- [Records shown]:
#####
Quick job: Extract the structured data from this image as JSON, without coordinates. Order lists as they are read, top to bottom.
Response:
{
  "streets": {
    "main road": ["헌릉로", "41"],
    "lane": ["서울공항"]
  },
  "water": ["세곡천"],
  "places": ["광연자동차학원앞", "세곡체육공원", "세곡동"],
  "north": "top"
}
#####
- [Work required]: Retype the records that precede this task, keeping them exactly the same.

- [Task result]:
Quick job: Extract the structured data from this image as JSON, without coordinates. Order lists as they are read, top to bottom.
Response:
{
  "streets": {
    "main road": ["헌릉로", "41"],
    "lane": ["서울공항"]
  },
  "water": ["세곡천"],
  "places": ["광연자동차학원앞", "세곡체육공원", "세곡동"],
  "north": "top"
}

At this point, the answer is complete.